● **DATASET EXTRACT**:
= = = =

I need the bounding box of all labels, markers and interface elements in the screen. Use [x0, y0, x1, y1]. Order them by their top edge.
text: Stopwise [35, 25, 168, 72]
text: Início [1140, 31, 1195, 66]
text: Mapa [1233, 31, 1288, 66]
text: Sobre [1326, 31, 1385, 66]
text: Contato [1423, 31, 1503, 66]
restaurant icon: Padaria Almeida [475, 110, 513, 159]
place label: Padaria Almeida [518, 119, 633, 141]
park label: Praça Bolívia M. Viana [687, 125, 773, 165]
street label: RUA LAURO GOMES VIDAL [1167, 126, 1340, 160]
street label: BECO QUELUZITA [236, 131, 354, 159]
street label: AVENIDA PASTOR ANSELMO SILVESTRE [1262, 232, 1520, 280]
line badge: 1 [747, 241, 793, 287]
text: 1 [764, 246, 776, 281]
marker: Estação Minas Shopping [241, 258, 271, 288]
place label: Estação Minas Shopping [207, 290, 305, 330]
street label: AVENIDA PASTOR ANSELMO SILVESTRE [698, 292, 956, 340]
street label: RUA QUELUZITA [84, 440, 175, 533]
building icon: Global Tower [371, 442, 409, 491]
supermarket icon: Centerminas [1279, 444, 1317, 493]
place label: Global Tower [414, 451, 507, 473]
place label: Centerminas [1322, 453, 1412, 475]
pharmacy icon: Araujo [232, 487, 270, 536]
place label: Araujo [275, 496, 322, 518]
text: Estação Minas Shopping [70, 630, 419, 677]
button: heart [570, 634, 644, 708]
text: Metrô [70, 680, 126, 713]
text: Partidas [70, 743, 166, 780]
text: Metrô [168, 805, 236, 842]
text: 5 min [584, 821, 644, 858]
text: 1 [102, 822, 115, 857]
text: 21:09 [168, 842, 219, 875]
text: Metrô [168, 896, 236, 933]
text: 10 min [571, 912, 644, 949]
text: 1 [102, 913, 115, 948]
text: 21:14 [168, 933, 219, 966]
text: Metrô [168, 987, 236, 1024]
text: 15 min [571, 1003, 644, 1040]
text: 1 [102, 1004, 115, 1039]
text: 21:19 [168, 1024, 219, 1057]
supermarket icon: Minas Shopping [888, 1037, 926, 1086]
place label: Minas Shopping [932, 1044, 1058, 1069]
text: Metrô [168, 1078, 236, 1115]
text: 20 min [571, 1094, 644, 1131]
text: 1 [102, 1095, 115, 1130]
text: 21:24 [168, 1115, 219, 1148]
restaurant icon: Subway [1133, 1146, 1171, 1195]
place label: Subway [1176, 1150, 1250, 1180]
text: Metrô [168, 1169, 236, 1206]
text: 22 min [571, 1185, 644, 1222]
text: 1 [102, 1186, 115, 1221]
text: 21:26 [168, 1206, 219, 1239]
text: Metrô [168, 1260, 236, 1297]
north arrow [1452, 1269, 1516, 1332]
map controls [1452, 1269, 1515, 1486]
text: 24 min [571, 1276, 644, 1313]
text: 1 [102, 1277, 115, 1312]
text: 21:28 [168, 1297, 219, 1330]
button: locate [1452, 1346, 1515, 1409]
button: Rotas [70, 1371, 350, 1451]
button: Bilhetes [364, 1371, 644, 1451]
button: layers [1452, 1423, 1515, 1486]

= = = =

Repeat the records above in full, character for character.

● **RESPONSE TO THE TASK**:
I need the bounding box of all labels, markers and interface elements in the screen. Use [x0, y0, x1, y1]. Order them by their top edge.
text: Stopwise [35, 25, 168, 72]
text: Início [1140, 31, 1195, 66]
text: Mapa [1233, 31, 1288, 66]
text: Sobre [1326, 31, 1385, 66]
text: Contato [1423, 31, 1503, 66]
restaurant icon: Padaria Almeida [475, 110, 513, 159]
place label: Padaria Almeida [518, 119, 633, 141]
park label: Praça Bolívia M. Viana [687, 125, 773, 165]
street label: RUA LAURO GOMES VIDAL [1167, 126, 1340, 160]
street label: BECO QUELUZITA [236, 131, 354, 159]
street label: AVENIDA PASTOR ANSELMO SILVESTRE [1262, 232, 1520, 280]
line badge: 1 [747, 241, 793, 287]
text: 1 [764, 246, 776, 281]
marker: Estação Minas Shopping [241, 258, 271, 288]
place label: Estação Minas Shopping [207, 290, 305, 330]
street label: AVENIDA PASTOR ANSELMO SILVESTRE [698, 292, 956, 340]
street label: RUA QUELUZITA [84, 440, 175, 533]
building icon: Global Tower [371, 442, 409, 491]
supermarket icon: Centerminas [1279, 444, 1317, 493]
place label: Global Tower [414, 451, 507, 473]
place label: Centerminas [1322, 453, 1412, 475]
pharmacy icon: Araujo [232, 487, 270, 536]
place label: Araujo [275, 496, 322, 518]
text: Estação Minas Shopping [70, 630, 419, 677]
button: heart [570, 634, 644, 708]
text: Metrô [70, 680, 126, 713]
text: Partidas [70, 743, 166, 780]
text: Metrô [168, 805, 236, 842]
text: 5 min [584, 821, 644, 858]
text: 1 [102, 822, 115, 857]
text: 21:09 [168, 842, 219, 875]
text: Metrô [168, 896, 236, 933]
text: 10 min [571, 912, 644, 949]
text: 1 [102, 913, 115, 948]
text: 21:14 [168, 933, 219, 966]
text: Metrô [168, 987, 236, 1024]
text: 15 min [571, 1003, 644, 1040]
text: 1 [102, 1004, 115, 1039]
text: 21:19 [168, 1024, 219, 1057]
supermarket icon: Minas Shopping [888, 1037, 926, 1086]
place label: Minas Shopping [932, 1044, 1058, 1069]
text: Metrô [168, 1078, 236, 1115]
text: 20 min [571, 1094, 644, 1131]
text: 1 [102, 1095, 115, 1130]
text: 21:24 [168, 1115, 219, 1148]
restaurant icon: Subway [1133, 1146, 1171, 1195]
place label: Subway [1176, 1150, 1250, 1180]
text: Metrô [168, 1169, 236, 1206]
text: 22 min [571, 1185, 644, 1222]
text: 1 [102, 1186, 115, 1221]
text: 21:26 [168, 1206, 219, 1239]
text: Metrô [168, 1260, 236, 1297]
north arrow [1452, 1269, 1516, 1332]
map controls [1452, 1269, 1515, 1486]
text: 24 min [571, 1276, 644, 1313]
text: 1 [102, 1277, 115, 1312]
text: 21:28 [168, 1297, 219, 1330]
button: locate [1452, 1346, 1515, 1409]
button: Rotas [70, 1371, 350, 1451]
button: Bilhetes [364, 1371, 644, 1451]
button: layers [1452, 1423, 1515, 1486]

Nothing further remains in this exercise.